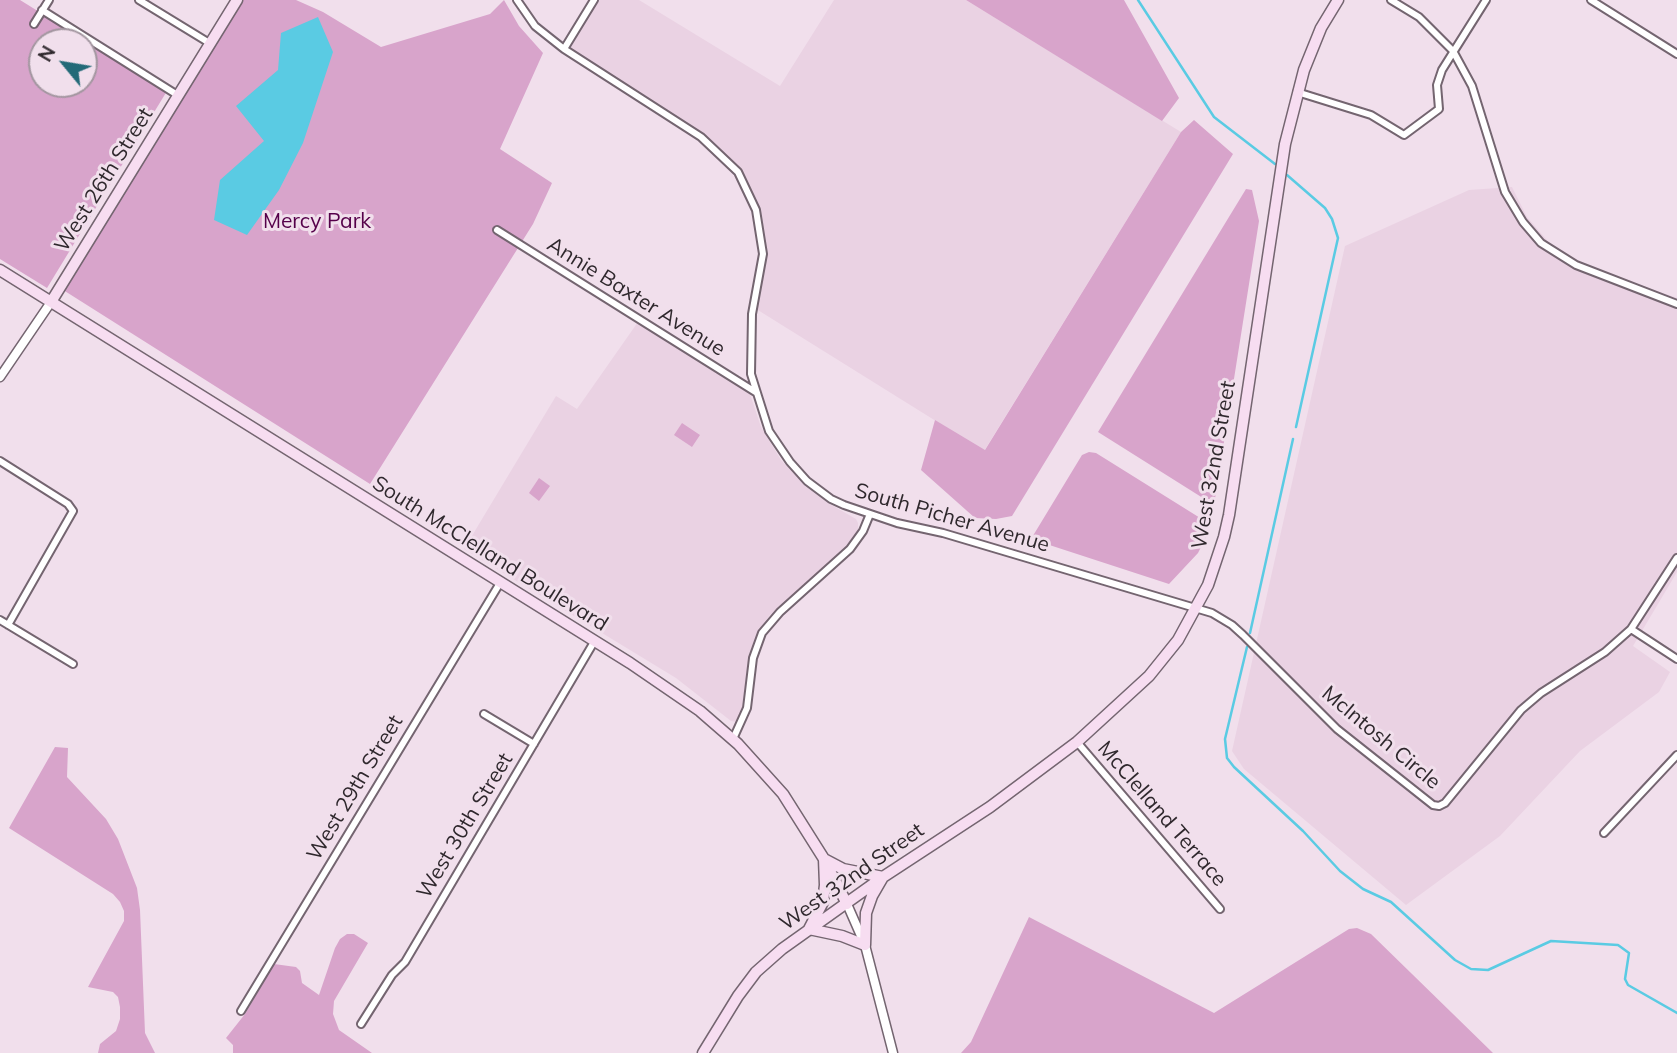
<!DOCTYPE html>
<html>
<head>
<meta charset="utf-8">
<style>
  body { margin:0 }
  #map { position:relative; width:1677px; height:1053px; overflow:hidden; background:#f1dfec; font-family:Mulish,sans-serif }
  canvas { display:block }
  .north { position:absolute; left:28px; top:28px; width:70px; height:70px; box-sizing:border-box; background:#f1dfec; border:2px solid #a396a0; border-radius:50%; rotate:300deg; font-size:19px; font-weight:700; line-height:28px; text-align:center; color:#2f282d }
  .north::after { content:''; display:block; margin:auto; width:24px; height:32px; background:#236a78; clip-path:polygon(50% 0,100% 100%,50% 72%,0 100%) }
</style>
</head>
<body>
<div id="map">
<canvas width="1677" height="1053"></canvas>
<div class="north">N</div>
</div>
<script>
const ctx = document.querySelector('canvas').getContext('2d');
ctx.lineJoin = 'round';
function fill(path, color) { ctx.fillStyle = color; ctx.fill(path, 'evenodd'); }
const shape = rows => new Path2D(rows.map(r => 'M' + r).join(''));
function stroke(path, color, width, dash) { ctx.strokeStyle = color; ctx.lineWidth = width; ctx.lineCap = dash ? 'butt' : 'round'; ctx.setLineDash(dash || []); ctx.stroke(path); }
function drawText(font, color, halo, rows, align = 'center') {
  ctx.font = font + ' Mulish,sans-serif'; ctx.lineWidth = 6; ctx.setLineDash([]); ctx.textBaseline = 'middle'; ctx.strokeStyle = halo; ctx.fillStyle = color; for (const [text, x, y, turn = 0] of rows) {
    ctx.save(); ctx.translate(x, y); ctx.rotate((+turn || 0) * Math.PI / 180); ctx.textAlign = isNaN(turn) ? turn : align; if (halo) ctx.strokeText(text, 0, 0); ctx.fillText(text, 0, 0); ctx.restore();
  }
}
const built = shape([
  [594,0,639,0,780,86,834,0,966,0,1181,132,984,451,753,307,763,254,756,210,738,172,701,137,564,49],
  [1512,187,1527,217,1552,246,1581,264,1677,298,1677,572,1633,646,1670,672,1659,692,1580,751,1500,836,1406,905,1244,769,1232,751,1345,246,1469,190],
  [638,322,744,387,749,391,761,427,781,460,805,486,828,503,856,519,858,523,858,532,848,547,770,615,757,632,749,655,741,716,737,722,731,721,676,678,464,549,556,396,577,409]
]);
const green = shape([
  [0,0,20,0,167,91,47,288,0,259],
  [42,42,84,42,84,84,42,84],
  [237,0,296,0,323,12,381,47,490,14,504,0,519,26,543,53,500,149,552,183,533,224,370,484,60,288],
  [966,0,1124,0,1179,98,1162,121],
  [1194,120,1233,154,1012,516,996,519,975,518,921,470,935,420,985,450,1181,132],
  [1246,189,1252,190,1259,221,1214,505,1098,432],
  [682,423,700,435,692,447,674,435],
  [1089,452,1096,453,1205,521,1207,535,1198,553,1169,584,1031,539,1082,455],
  [539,478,550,486,539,501,529,493],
  [55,747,68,748,67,777,106,819,118,839,137,888,140,910,145,1033,155,1053,98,1053,100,1044,116,1031,120,1019,120,1007,118,997,113,992,88,987,124,921,124,911,120,902,113,894,9,828],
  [1029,917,1214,1013,1349,929,1357,928,1371,934,1493,1053,961,1053,971,1042],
  [347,934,354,934,368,943,334,1001,333,1014,339,1030,372,1053,233,1053,233,1045,226,1038,245,1014,274,964,296,967,300,971,302,983,319,995,335,948,340,939]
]);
const water = shape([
  [318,17,333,52,303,143,279,190,247,235,214,220,220,180,264,141,236,106,278,70,281,33]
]);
const stream = shape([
  [1138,0,1214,117,1275,164],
  [1287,175,1325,208,1332,219,1338,238,1296,427],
  [1250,633,1293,439],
  [1247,647,1225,739,1227,758,1234,767,1303,831,1340,871,1363,889,1391,902,1455,960,1471,969,1488,970,1551,941,1618,945,1629,953,1625,979,1628,985,1677,1013]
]);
const minor = shape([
  [139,0,211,44],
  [517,0,535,26,564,49,701,137,738,172,756,210,763,254,752,314,751,374,769,431,790,462,807,481,831,499,844,505,897,523,943,533,1212,613,1232,625,1243,635,1337,729,1433,805,1439,806,1445,803,1521,710,1541,693,1605,652,1631,629,1677,558],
  [1391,0,1419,17,1453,51,1472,86,1505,192,1523,222,1541,243,1576,265,1677,304],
  [1591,0,1677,54],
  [42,10,179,96],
  [34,24,49,0],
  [564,49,594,0],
  [1297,92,1371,115,1404,135,1439,109,1437,85,1442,70,1486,0],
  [497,230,757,393],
  [0,461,68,504,73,511,8,625],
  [0,620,73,664],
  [1631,629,1677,659],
  [484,714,534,744],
  [733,739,747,708,753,658,762,633,780,612,850,549,863,531,870,514],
  [1077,742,1220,909],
  [1604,833,1677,755],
  [241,1011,500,583],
  [361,1024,392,975,405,962,594,642]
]);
const tertiary = shape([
  [0,377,51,302],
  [847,904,865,945,893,1053]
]);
const secondary = shape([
  [0,270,630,663,700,711,738,744,783,794,824,859,847,904],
  [51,302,237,0],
  [824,859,843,869,883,877,872,896,866,913,865,945,842,936,809,929,823,902,825,885,824,859],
  [703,1053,738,996,756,972,782,949,883,877,990,807,1077,742,1149,676,1178,640,1208,585,1224,537,1229,515,1285,144,1304,70,1321,28,1338,0]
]);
const streetNames = [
  ["West 26th Street",104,180,-58],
  ["Annie Baxter Avenue",636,297,32],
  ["West 32nd Street",1214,465,-80],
  ["South Picher Avenue",952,518,16],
  ["South McClelland Boulevard",490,554,32],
  ["McIntosh Circle",1381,738,40],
  ["West 29th Street",355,788,-59],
  ["McClelland Terrace",1162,814,49],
  ["West 30th Street",465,826,-59],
  ["West 32nd Street",852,877,-35]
];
const parkNames = [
  ["Mercy Park",317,222]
];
fill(built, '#ead2e3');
fill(green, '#d8a4cb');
fill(water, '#5acbe3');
stroke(stream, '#5acbe3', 2.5);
stroke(minor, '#746570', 10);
stroke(tertiary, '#746570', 11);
stroke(secondary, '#746570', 13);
stroke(minor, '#fff', 6);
stroke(tertiary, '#fff', 8);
stroke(secondary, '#f7ddf1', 10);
drawText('21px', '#2f282d', '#f1dfec', streetNames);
drawText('21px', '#55004a', '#f1dfec', parkNames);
</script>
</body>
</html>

= WHAT YOU ARE ASKED TO DO =
All lines above with the word "fillStyle" need to be reported.

= EXERCISE OUTPUT =
function fill(path, color) { ctx.fillStyle = color; ctx.fill(path, 'evenodd'); }
  ctx.font = font + ' Mulish,sans-serif'; ctx.lineWidth = 6; ctx.setLineDash([]); ctx.textBaseline = 'middle'; ctx.strokeStyle = halo; ctx.fillStyle = color; for (const [text, x, y, turn = 0] of rows) {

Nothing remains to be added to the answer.